Em seguida, ela explicou que a dinâmica do evento seria realizada a partir da metodologia sociodramática. Assim, os participantes foram convidados a se dividirem em duplas, para, depois, apresentarem o companheiro em primeira pessoa, como se estivessem falando de si próprios. “Com essa dinâmica, já estamos mapeando as práticas de vocês, diferente de se fizéssemos uma palestra. Nosso objetivo é mapear, pela fala dos participantes, quais são os serviços e os atores dessa rede”, colocou a psicóloga.
Durante a apresentação, psicólogos de diversos municípios do estado – como Barra Mansa, Volta Redonda, Resende, Quatis, Mendes, Paulo de Fronteim, Vila Rica e Campos – e uma assistente social falaram um pouco sobre a sua atuação profissional no campo da Assistência. Eles colocaram que sua expectativa para o encontro era de promover um espaço de troca de experiências e ideias e aprender sobre a prática de psicólogos de outras regiões.
Depois, os presentes se dividiram em quatro grupos com o objetivo de montarem uma cena para ser eleita e dramatizada pelo grupo. Foi escolhida a história chamada “Dia a dia no CRAS”, que narrava a trajetória de Maria, uma mulher com cinco filhos que recorre ao Centro de Referência em Assistência Social (CRAS) porque sua casa foi interditada pela Defesa Civil, para buscar ajuda no cadastro no programa Bolsa Família e para obter a certidão de nascimento de um de seus filhos.

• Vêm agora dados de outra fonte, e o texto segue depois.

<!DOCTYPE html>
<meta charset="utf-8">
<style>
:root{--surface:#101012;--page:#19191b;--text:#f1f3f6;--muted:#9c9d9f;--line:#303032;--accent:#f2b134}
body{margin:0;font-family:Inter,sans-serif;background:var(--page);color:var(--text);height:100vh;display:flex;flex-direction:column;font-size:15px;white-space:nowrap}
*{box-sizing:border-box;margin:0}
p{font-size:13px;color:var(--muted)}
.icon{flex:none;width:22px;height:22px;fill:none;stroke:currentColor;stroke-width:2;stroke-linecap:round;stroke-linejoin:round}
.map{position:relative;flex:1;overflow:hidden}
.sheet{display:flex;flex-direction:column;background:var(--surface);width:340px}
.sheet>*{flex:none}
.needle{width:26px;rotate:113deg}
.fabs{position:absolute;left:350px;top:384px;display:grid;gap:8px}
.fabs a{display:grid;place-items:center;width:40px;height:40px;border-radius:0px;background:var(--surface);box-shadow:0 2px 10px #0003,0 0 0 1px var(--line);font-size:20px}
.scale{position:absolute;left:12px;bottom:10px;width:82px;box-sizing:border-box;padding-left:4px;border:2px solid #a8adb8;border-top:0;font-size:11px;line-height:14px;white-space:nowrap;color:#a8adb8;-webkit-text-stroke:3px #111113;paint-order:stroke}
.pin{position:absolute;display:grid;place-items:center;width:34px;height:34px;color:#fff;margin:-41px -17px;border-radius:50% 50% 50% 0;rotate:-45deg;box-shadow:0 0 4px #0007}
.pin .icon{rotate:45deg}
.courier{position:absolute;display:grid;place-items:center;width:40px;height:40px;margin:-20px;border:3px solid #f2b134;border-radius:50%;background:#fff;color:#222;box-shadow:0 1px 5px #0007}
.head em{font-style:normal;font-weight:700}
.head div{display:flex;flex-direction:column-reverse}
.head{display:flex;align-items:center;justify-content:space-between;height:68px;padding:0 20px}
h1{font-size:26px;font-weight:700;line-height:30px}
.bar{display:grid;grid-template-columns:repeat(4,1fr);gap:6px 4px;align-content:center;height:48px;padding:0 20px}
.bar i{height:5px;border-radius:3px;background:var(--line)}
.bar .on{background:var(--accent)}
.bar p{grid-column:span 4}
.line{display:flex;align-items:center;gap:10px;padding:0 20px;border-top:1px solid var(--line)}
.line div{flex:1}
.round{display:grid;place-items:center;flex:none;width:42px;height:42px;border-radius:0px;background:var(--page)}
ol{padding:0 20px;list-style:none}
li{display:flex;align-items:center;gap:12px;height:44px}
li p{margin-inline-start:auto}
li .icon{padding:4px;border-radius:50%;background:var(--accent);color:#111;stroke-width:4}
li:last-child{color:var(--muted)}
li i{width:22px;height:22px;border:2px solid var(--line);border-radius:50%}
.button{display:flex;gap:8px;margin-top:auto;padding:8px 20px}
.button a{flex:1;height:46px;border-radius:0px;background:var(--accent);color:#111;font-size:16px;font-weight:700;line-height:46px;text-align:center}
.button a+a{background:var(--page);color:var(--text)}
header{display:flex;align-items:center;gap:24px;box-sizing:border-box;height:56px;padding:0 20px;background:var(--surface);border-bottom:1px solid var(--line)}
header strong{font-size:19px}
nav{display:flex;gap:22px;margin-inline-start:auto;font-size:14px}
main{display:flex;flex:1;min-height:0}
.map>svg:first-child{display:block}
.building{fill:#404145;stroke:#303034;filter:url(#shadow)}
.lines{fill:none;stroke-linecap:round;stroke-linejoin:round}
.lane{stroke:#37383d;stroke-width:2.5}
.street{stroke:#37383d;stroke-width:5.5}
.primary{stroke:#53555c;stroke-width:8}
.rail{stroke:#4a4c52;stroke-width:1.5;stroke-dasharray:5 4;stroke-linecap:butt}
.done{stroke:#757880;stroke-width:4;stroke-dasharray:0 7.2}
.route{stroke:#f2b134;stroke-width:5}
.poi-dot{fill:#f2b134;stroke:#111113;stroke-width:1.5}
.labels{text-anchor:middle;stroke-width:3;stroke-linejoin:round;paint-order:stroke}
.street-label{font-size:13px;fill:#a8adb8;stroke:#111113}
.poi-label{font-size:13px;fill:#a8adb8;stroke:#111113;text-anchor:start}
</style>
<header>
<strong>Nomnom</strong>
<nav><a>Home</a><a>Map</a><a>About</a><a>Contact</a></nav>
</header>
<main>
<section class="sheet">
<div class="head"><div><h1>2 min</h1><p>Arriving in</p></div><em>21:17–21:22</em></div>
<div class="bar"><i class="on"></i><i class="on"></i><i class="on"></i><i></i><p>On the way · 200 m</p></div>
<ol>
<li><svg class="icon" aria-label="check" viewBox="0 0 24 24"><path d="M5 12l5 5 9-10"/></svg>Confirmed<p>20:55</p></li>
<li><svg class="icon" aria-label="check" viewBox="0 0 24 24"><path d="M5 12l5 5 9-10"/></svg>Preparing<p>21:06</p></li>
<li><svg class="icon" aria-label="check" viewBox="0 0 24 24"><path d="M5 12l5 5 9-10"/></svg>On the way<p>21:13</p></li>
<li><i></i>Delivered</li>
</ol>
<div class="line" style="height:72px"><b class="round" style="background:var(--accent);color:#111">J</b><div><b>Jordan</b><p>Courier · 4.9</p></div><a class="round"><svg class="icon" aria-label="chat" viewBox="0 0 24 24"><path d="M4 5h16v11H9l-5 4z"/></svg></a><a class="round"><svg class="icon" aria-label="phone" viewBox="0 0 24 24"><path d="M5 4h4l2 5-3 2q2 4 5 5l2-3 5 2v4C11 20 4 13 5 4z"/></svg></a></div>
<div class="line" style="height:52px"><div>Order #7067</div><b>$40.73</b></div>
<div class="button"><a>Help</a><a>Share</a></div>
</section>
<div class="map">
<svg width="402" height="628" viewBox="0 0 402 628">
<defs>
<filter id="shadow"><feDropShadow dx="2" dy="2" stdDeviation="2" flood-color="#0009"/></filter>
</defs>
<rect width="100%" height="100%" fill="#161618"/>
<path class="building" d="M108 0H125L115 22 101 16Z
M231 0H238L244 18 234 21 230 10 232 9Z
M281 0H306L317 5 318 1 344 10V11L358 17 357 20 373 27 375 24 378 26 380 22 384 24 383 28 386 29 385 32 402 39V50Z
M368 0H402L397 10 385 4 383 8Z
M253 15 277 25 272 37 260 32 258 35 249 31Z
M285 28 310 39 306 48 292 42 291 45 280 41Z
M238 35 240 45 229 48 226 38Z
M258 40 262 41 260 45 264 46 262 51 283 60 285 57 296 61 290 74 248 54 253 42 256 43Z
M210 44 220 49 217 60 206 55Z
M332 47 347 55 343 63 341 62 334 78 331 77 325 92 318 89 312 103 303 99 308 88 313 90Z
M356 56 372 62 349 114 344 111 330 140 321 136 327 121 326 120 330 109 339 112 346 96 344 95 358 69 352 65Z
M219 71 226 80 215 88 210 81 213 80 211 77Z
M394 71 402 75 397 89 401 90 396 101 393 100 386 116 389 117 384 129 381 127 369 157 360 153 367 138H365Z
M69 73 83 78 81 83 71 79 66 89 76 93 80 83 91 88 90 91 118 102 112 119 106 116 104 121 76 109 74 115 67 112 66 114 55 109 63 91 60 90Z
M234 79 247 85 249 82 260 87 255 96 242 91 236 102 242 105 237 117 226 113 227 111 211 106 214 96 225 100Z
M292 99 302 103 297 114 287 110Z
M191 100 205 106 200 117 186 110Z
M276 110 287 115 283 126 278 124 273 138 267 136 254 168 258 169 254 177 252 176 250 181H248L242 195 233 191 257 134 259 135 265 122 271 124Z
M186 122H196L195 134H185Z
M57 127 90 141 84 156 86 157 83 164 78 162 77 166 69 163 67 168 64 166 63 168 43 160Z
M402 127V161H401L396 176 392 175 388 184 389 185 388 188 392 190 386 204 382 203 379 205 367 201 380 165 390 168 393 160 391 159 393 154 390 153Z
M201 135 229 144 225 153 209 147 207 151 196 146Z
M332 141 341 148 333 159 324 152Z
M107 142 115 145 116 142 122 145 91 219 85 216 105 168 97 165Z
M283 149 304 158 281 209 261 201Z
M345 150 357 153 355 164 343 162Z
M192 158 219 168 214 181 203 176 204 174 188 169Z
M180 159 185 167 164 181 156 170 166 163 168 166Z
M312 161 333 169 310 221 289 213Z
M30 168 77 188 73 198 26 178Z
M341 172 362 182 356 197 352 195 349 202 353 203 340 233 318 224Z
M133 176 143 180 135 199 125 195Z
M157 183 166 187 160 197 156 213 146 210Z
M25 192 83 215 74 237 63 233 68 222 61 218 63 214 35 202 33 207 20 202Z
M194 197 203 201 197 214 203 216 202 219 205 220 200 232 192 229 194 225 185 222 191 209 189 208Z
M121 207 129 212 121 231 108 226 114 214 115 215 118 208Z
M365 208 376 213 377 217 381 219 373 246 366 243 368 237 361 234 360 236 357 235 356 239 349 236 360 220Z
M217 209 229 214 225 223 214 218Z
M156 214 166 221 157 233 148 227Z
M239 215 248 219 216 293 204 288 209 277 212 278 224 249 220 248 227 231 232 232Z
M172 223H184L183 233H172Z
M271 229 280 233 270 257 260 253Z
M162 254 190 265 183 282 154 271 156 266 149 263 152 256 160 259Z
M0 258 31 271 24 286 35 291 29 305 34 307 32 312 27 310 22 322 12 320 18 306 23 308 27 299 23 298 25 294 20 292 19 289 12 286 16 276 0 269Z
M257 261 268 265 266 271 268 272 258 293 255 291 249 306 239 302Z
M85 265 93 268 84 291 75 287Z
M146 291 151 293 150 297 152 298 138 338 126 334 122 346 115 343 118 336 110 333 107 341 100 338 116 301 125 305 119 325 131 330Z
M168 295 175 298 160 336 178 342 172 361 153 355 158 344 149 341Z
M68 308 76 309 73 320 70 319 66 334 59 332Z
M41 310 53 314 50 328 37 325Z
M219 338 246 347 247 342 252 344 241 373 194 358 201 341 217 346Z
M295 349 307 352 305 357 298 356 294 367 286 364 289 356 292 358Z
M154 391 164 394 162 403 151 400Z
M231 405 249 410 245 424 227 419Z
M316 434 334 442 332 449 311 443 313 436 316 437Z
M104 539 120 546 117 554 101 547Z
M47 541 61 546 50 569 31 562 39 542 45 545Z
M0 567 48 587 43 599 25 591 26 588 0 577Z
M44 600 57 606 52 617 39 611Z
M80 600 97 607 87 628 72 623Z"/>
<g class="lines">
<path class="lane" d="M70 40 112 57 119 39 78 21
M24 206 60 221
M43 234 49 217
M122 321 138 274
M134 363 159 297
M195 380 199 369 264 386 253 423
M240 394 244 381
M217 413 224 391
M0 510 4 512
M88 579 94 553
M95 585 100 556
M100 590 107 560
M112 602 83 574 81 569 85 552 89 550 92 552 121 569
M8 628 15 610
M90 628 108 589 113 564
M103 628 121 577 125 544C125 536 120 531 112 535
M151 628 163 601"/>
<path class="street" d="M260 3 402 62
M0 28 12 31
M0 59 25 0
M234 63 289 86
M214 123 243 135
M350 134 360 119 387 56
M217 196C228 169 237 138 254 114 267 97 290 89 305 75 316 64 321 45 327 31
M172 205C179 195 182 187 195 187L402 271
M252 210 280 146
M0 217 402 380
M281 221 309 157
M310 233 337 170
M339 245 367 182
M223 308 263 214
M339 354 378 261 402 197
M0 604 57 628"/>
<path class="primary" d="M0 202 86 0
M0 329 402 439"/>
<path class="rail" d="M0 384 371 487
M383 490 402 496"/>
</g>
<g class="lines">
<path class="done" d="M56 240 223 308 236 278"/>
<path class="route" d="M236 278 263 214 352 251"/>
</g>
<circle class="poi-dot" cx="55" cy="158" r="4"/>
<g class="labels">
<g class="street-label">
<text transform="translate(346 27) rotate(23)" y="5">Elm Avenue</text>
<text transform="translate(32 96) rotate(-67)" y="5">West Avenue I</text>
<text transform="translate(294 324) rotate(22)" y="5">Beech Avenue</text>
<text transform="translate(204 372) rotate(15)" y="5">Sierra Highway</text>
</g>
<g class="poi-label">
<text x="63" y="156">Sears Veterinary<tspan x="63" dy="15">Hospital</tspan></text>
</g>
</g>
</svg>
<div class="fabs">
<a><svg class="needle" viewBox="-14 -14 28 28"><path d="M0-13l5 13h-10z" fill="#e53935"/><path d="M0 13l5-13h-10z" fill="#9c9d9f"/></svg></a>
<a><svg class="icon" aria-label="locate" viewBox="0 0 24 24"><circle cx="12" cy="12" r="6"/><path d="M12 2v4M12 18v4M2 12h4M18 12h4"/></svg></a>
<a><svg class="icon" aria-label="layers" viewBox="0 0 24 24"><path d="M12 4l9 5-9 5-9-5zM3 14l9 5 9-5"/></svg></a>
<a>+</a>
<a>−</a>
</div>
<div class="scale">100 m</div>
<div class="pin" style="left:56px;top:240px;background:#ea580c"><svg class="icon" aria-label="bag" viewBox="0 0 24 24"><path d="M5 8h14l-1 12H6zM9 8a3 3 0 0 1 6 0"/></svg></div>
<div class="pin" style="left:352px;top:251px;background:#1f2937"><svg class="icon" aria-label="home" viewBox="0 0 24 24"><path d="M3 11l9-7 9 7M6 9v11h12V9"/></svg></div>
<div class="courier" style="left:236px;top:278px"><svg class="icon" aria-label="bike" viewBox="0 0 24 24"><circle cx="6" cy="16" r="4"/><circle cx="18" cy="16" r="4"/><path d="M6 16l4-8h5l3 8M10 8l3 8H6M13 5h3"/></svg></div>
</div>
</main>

Quando chega ao CRAS, Maria pede pelo atendimento de uma assistente social, mas acaba sendo assistida por uma psicóloga, que, depois de ouvir e acolher suas demandas, opta por fazer uma visita familiar. Ao chegar à casa da usuária, a profissional é surpreendida pelos cinco filhos que logo questionam se a psicóloga seria aquela que lhes daria cesta básica. Ainda durante a visita, Maria relata à psicóloga que seu marido, desempregado há algum tempo e usuário de álcool, a agredia também. Nesse momento, o marido, alcoolizado, escuta o relato e ameaça sua mulher. A psicóloga, por sua vez, afirma que não poderia conceder a cesta básica de imediato porque precisaria avaliar a situação com calma. Dias depois, após chegar ao CRAS repleta de hematomas, Maria é encaminhada para um centro de acolhimento da mulher em situação de violência. A encenação chegou ao fim no momento em que Maria questiona para que servia um psicólogo dentro do CRAS.
Durante a encenação, muitos participantes se propuseram a ocupar outros papéis que não o de psicólogo, como o de Maria, seu marido, seus filhos e o assistente social. Esse exercício foi proposto para que os profissionais pudessem se ver no lugar do outro, fosse da pessoa atendida, de outros profissionais com lidam no dia-a-dia ou de outros atores que compõem a Rede de Assistência.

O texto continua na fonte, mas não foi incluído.